Too Many Drakes Spoil the Ducks
The Muscovy ducks have been their usual fecund selves and one duck hatched off eight ducklings more or less unassisted in the hay shed, protected of course from the fox. Looking at the sizes of them I believe that at least five are drakes so it will be a full freezer this autumn. We take no pleasure in this actually and although Mick is an expert and quick duck dispatcher, it is not something we relish. It always seems such a shame but totally necessary. In all the books and articles I have written over the years I frequently rant about drakes. It’s not their fault but they are rampant and the ratio of ducks to drakes should be very low, ideally one drake to each group of ducks especially for the ultra virile light duck breeds such as runners. Call ducks tend to be more faithful and the larger ducks are less sexually active but even so attention must be paid to family groups and ensuring the drakes do not harass the females.

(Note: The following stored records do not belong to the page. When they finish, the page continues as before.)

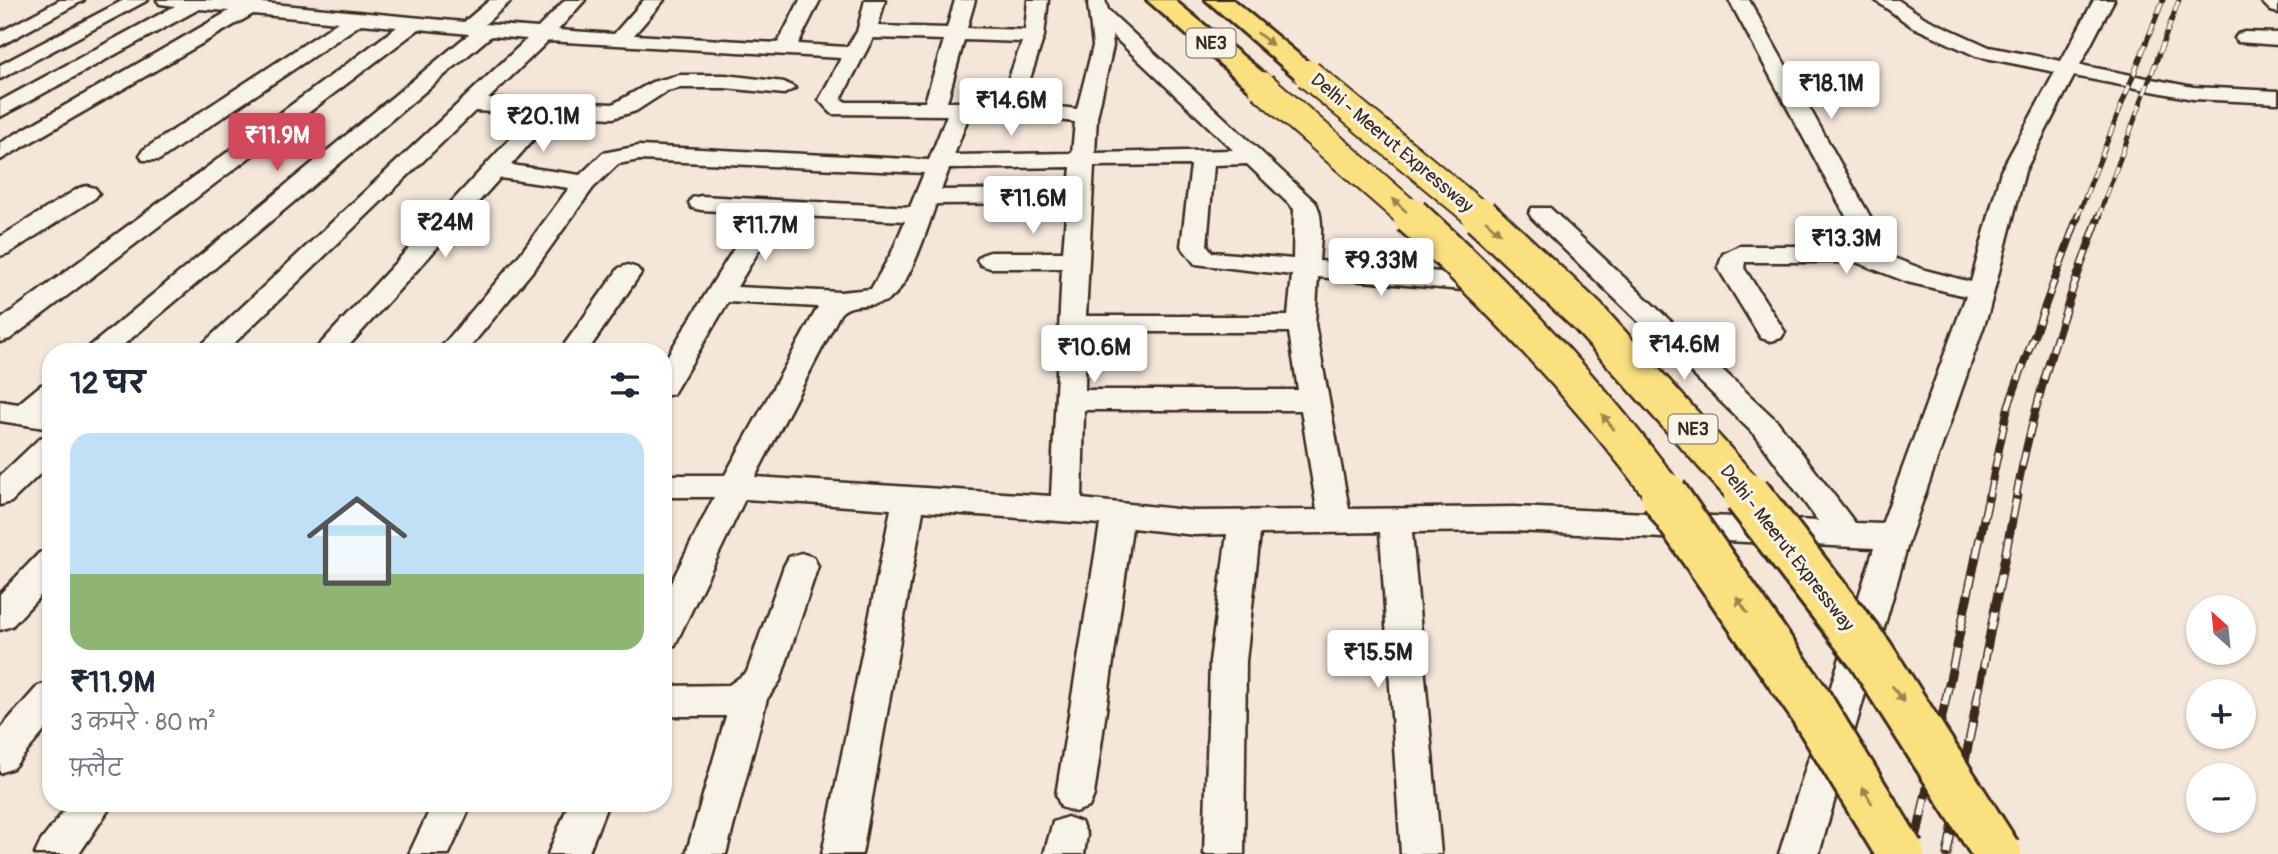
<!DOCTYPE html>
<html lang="hi">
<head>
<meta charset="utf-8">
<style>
  :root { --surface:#fff; --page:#f6f6f7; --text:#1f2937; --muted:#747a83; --accent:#d1495b }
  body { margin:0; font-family:Pangolin,"Playpen Sans Deva",sans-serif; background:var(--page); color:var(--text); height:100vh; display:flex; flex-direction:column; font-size:26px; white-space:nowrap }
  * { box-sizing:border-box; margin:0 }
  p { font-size:23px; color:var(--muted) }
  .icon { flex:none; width:38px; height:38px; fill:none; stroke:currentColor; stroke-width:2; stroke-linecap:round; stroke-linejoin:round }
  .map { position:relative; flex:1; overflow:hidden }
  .sheet { position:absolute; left:42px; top:343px; width:630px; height:469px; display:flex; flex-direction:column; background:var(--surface); border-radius:28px; box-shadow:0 2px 5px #0004 }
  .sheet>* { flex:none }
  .needle { width:46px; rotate:333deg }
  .controls { position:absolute; left:2186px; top:595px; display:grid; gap:14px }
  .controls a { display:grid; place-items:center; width:70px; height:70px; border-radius:50%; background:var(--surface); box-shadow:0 2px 5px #0004; font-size:35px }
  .price { position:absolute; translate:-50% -60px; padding:0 16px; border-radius:7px; background:#fff; color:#222; font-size:23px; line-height:46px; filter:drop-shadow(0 2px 4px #0008) }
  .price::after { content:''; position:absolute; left:50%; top:42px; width:21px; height:16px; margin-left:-10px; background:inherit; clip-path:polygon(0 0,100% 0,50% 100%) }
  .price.on { background:var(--accent); color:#fff }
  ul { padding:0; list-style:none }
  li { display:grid; align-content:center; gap:14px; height:371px; padding:0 28px }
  li span { display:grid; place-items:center; height:217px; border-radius:21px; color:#555 }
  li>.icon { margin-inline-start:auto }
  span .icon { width:126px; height:126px; fill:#fffc; stroke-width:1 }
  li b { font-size:30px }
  h2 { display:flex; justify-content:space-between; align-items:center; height:84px; padding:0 28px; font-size:30px }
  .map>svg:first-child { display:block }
</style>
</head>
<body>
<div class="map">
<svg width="2278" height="854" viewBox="0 0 2278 854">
  <rect width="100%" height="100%" fill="#f4e6d9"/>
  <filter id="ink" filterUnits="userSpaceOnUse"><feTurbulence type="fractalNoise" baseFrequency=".0143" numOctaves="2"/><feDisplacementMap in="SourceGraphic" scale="14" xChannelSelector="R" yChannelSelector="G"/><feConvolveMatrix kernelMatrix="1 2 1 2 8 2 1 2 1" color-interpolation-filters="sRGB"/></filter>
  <g filter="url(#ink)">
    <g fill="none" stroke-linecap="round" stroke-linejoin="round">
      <g stroke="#3b2a1e" stroke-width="5">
        <path id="minor" d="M60,0H84L0,46V32Z
          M124,0H148L0,79V65Z
          M157,0H257L262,3L464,22L490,0H512L485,24L538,28L565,0H585L558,30L614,34L644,0H664L634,35L778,43L800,0H820L798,44L847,47L857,32L865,0H885L878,26L947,28L955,0H975L967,28L1025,30L1028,0H1048L1044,36L1022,103L1077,109L1093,46L1088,4L1091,0H1105L1108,10L1315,202C1325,217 1320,244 1319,261L1462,274L1471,276L1475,282L1471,288L1462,290L1318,277L1315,324L1349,509L1514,507L1818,521L1756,436L1532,218L1529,213L1532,208H1550L1778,422L1855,523L1882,524L1966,296L1907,282L1856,262H1745L1744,268L1785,332L1781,338L1771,341L1761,338L1718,268L1723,254L1739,246H1848L1851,237L1848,220L1729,0H1749L1872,220L1875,237L1873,250L1925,270L1971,282L2001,171L2055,72L1976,56L1911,26L1875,0H1898L1925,18L1989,47L2061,61L2094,0H2114L2080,65L2193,87L2278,91V103L2193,99L2074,76L2025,171L1988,314L1910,537L1819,854H1779L1874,548L1514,531L1412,532L1441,854H1401L1380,532L1260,534L1246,661L1244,854H1204L1210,661L1227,534L1195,535L1132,528L1094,795L1089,807L1075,812L1061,807L1056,795L1100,524L923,511L862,854H822L891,509L745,499L675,645L663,649V599L714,497H663V475H725L818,307L728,302L673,394L663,396V363L756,213L701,210L692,208L689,203L692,198L701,196L910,207L924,173L639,160L618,164L593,188L539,263L466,352H437L521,253L569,188L500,178L343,352H313L519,129L527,127L538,134L511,165L580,175L603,153L639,146L929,160L947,115L832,114L819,100L841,58L548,41L488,99L613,104L652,82L680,75H725L784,82L795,88L784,94L725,88H680L667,91L636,111L613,118L475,111L225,352H194L527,39L491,36L115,352H83L469,34L419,29L10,339L0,342V320L397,27L361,24L159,160H143L140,155L143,150L338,22L253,14L0,160V143L229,11L199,9L0,117V101L175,6L160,4ZM1112,35L1233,150L1095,153L1097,117L1113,46ZM873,38L944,40L925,102H846L841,99ZM964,40L1022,42L1000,102H947ZM969,115H1009L1075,122L1072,153L954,155ZM1247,164L1294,209L1293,259L1212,252L1207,245L1214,165ZM1191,165L1181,246L1195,264L1292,275L1288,316H1086L1094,166ZM1071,167L1069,189L941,190L949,169ZM1067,203L1063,252H990L981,255L977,260L981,265L990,268H1062L1051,496L755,477L840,314C852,301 870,308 886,301C908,293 928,226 936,204ZM780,215L905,221L892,252L871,289L840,292L737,287ZM1086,332H1289L1298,390H1085ZM1084,410H1301L1317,510L1195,511L1082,499Z
          M2260,0H2278V13L2271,11Z
          M2245,32L2278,33V45L2238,42L2235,38L2238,34Z
          M87,186L95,188L99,193L95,198L9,253L0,256V237L79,188Z
          M628,265L637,268L641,273L587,352H559L619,268Z
          M51,383V429L0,421V401L18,404L41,385Z
          M51,435V463L11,502L0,505V476L40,438Z
          M51,549V584L12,626L0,630V594L39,553Z
          M801,553L813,557L818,566L780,681L767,699L726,854H686L726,716H663V686L729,685L747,672L784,566L789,557Z
          M51,682V723L13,768L0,773V729L38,686Z
          M70,803H113L79,854H35L41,841Z
          M433,803H472L449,854H409Z
          M569,803H608L588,854H548Z
          M1067,817L1081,822L1087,835L1084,854H1044L1053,822Z"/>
      </g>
      <g stroke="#3b2a1e" stroke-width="6">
        <path id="highway" d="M1147,0H1174L1272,80L1276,86L1272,92H1252Z
          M1206,0H1233L1322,74L1318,80H1298Z"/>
      </g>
      <use href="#minor" fill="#f7f3e8" fill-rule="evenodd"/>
      <use href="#highway" fill="#fbe080" fill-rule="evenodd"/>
      <g stroke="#3b2a1e" stroke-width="5">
        <path id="rail-far2" d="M2077,218L2163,0
          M2098,218L2179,0"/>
      </g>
      <g stroke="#3b2a1e" stroke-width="8">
        <path id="rail-far1" d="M1989,496L2008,407L2078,216
          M2016,496C2035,398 2064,310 2099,216"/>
      </g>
      <g stroke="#3b2a1e" stroke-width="9">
        <path id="rail" d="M1913,854L1989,495
          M1947,854L2017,495"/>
      </g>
      <use href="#rail-far2" stroke="#f7f3e8" stroke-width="3.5" stroke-dasharray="11" stroke-linecap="butt"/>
      <use href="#rail-far1" stroke="#f7f3e8" stroke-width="5" stroke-dasharray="15" stroke-linecap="butt"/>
      <use href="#rail" stroke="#f7f3e8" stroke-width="6" stroke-dasharray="19" stroke-linecap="butt"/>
      <g stroke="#3b2a1e" stroke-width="32" stroke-linecap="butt">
        <path id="highway-bridge-far2" d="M1308,74L1482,218
          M1262,86L1413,218"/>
      </g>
      <g stroke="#3b2a1e" stroke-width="41" stroke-linecap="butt">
        <path id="highway-bridge-far1" d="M1411,216C1505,302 1590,393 1666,496
          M1480,216L1588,317L1749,496"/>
      </g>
      <g stroke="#3b2a1e" stroke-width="52" stroke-linecap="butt">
        <path id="highway-bridge" d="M1664,495L1810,705L1901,854
          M1747,495L1870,654L1998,854"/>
      </g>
      <use href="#highway-bridge-far2" stroke="#fbe080" stroke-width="28"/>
      <use href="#highway-bridge-far1" stroke="#fbe080" stroke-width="36"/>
      <use href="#highway-bridge" stroke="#fbe080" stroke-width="46"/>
    </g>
    <defs><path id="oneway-solid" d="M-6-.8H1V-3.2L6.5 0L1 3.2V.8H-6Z" transform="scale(1.75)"/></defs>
    <g fill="#9b854f">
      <use href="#oneway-solid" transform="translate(1265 39) rotate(39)"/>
      <use href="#oneway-solid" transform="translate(1399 205) rotate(-138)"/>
      <use href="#oneway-solid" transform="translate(1493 227) rotate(42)"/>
      <use href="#oneway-solid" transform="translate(1608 422) rotate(-129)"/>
      <use href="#oneway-solid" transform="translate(1742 605) rotate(-125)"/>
      <use href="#oneway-solid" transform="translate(1898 694) rotate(54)"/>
      <use href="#oneway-solid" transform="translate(1867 795) rotate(-120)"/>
    </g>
  </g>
  <g text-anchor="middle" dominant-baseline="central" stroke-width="6" stroke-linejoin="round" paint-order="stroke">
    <g fill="#f7f3e8" stroke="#73665b" stroke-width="2">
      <rect x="1186.5" y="28.5" width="49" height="29" rx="5"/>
      <rect x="1668.5" y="414.5" width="49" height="29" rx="5"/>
    </g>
    <g font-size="18" font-weight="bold" fill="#3b2a1e">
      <text x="1211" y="43">NE3</text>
      <text x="1693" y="429">NE3</text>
    </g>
    <g font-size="19" fill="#3b2a1e" stroke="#f7f3e8">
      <text transform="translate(1392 143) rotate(40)">Delhi - Meerut Expressway</text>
      <text transform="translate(1787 548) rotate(52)">Delhi - Meerut Expressway</text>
    </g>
  </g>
</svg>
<div class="controls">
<a><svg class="needle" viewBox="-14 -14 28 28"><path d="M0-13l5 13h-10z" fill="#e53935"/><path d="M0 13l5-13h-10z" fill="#747a83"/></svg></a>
<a>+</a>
<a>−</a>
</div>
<b class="price" style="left:1831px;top:121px">₹18.1M</b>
<b class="price" style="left:1011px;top:138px">₹14.6M</b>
<b class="price" style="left:543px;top:154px">₹20.1M</b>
<b class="price on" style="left:277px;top:173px">₹11.9M</b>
<b class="price" style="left:1033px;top:236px">₹11.6M</b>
<b class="price" style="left:445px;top:260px">₹24M</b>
<b class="price" style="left:765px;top:263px">₹11.7M</b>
<b class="price" style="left:1846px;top:276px">₹13.3M</b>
<b class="price" style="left:1381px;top:298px">₹9.33M</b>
<b class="price" style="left:1684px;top:382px">₹14.6M</b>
<b class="price" style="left:1094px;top:385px">₹10.6M</b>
<b class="price" style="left:1378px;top:690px">₹15.5M</b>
<section class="sheet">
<h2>12 घर<svg class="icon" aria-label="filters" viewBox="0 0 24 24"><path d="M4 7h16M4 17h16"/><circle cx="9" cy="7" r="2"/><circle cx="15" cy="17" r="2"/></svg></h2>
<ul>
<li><span style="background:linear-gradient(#bfe0f5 65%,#8fb573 0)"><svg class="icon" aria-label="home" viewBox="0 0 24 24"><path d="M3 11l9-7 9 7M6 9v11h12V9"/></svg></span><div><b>₹11.9M</b><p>3 कमरे · 80 m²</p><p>फ़्लैट</p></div></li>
</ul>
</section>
</div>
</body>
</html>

If you have more than one drake they do compete meaning that they force themselves on to the same duck several times. Drakes have penises and can and do injure the ducks internally causing death. They can also accidentally drown them by holding their heads below water. This does not happen at all if you have the right ratio of drakes to ducks. They will still have plenty of sex but it will be non competitive and the duck will normally be equally interested.
Some people have obviously solved their drake problem by dumping unwanted drakes on rivers and this is disastrous not only for the domestic drake who will normally be well out of his depth and will die pretty soon but if he survives, disastrous for the native duck population and that’s when you see cross bred ducks on rivers which is not good for anything.
I think the message is do not breed if you are not prepared to kill your surplus drakes (call it cull if it makes it sound better). Don’t try and off load them on someone else and think hard before you put them in a sale as their fate is almost certainly the freezer and it would be better for them to have gone there straight from your garden or yard without travelling and being in a strange environment before hand.
This is a good guide to humane slaughter of poultry for small producers http://www.hsa.org.uk/introduction-1/introduction-3
You can also join your local self sufficiency group or smallholding club who will normally have someone who can slaughter humanely.
The only other thing you can do if you really want to keep your drakes is pen them separately with plenty of space and water well away from the girls and they will normally live together fairly peacefully. If they fight then you will have to separate them further or remove the offender and deal with that one.
So you can see why I say, don’t breed unless you are prepared for dealing with the surplus drakes!